(Saved data entries)
== Segment start ==

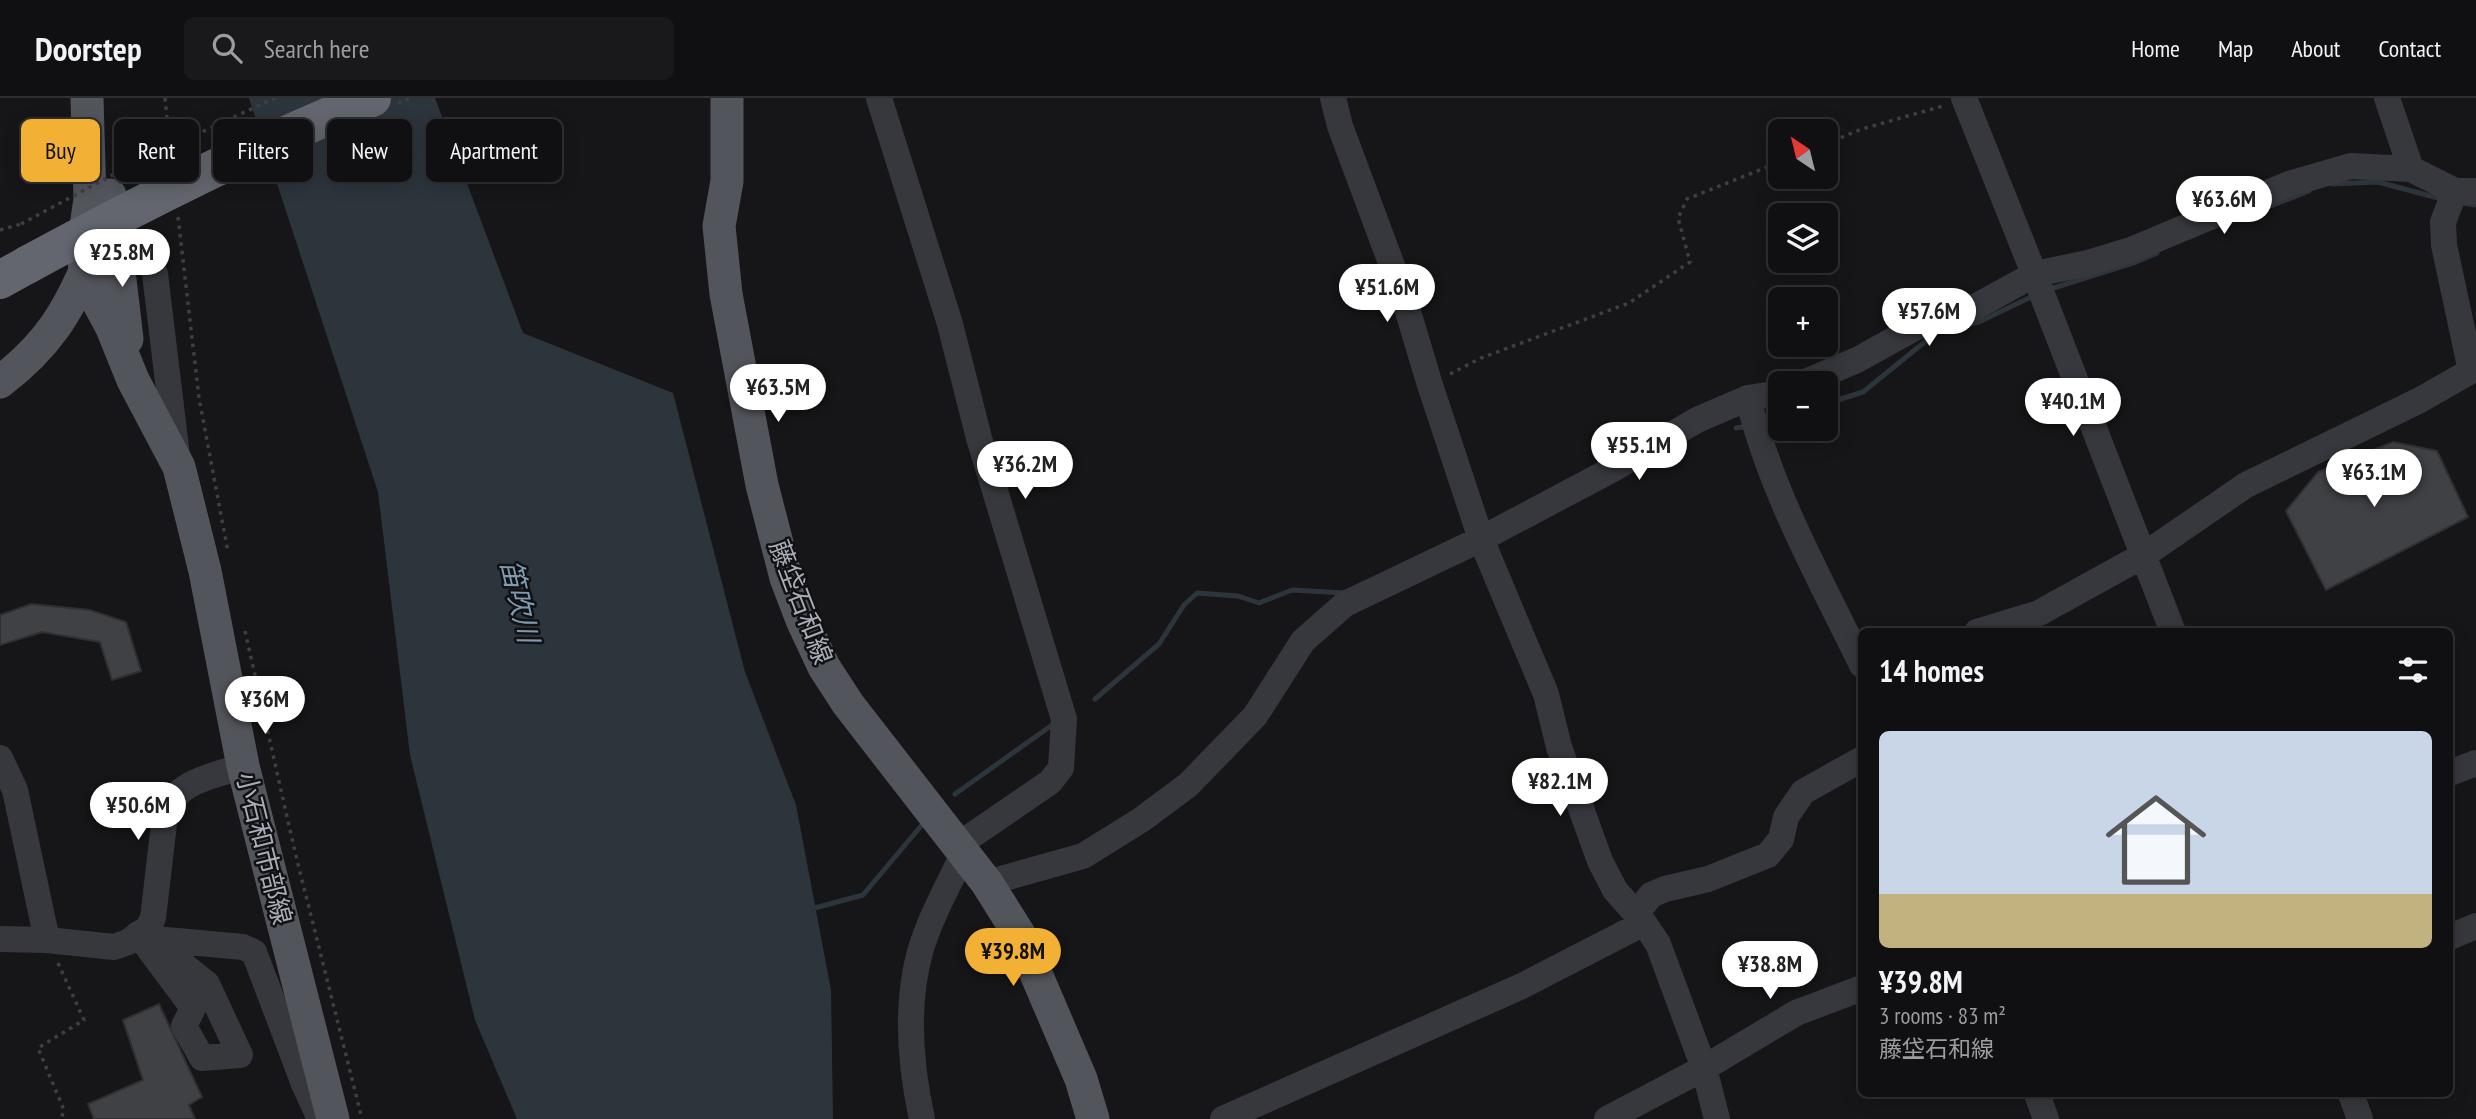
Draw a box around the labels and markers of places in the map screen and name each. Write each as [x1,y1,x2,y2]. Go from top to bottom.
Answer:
pin: ¥63.6M [2167,176,2281,236]
pin: ¥25.8M [65,230,179,289]
pin: ¥51.6M [1330,264,1444,324]
pin: ¥57.6M [1872,288,1986,348]
pin: ¥63.5M [721,364,835,424]
pin: ¥40.1M [2016,378,2130,438]
pin: ¥55.1M [1582,422,1696,482]
pin: ¥36.2M [968,442,1082,501]
pin: ¥63.1M [2317,450,2431,509]
pin: ¥36M [224,676,306,736]
pin: ¥82.1M [1503,758,1617,818]
pin: ¥50.6M [81,782,195,842]
pin: ¥39.8M [956,928,1070,988]
pin: ¥38.8M [1713,942,1827,1001]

== Segment end ==

_What the task requires_
Without the pictures, give back the entries exactly.

_Answer to this exercise_
Draw a box around the labels and markers of places in the map screen and name each. Write each as [x1,y1,x2,y2]. Go from top to bottom.
Answer:
pin: ¥63.6M [2167,176,2281,236]
pin: ¥25.8M [65,230,179,289]
pin: ¥51.6M [1330,264,1444,324]
pin: ¥57.6M [1872,288,1986,348]
pin: ¥63.5M [721,364,835,424]
pin: ¥40.1M [2016,378,2130,438]
pin: ¥55.1M [1582,422,1696,482]
pin: ¥36.2M [968,442,1082,501]
pin: ¥63.1M [2317,450,2431,509]
pin: ¥36M [224,676,306,736]
pin: ¥82.1M [1503,758,1617,818]
pin: ¥50.6M [81,782,195,842]
pin: ¥39.8M [956,928,1070,988]
pin: ¥38.8M [1713,942,1827,1001]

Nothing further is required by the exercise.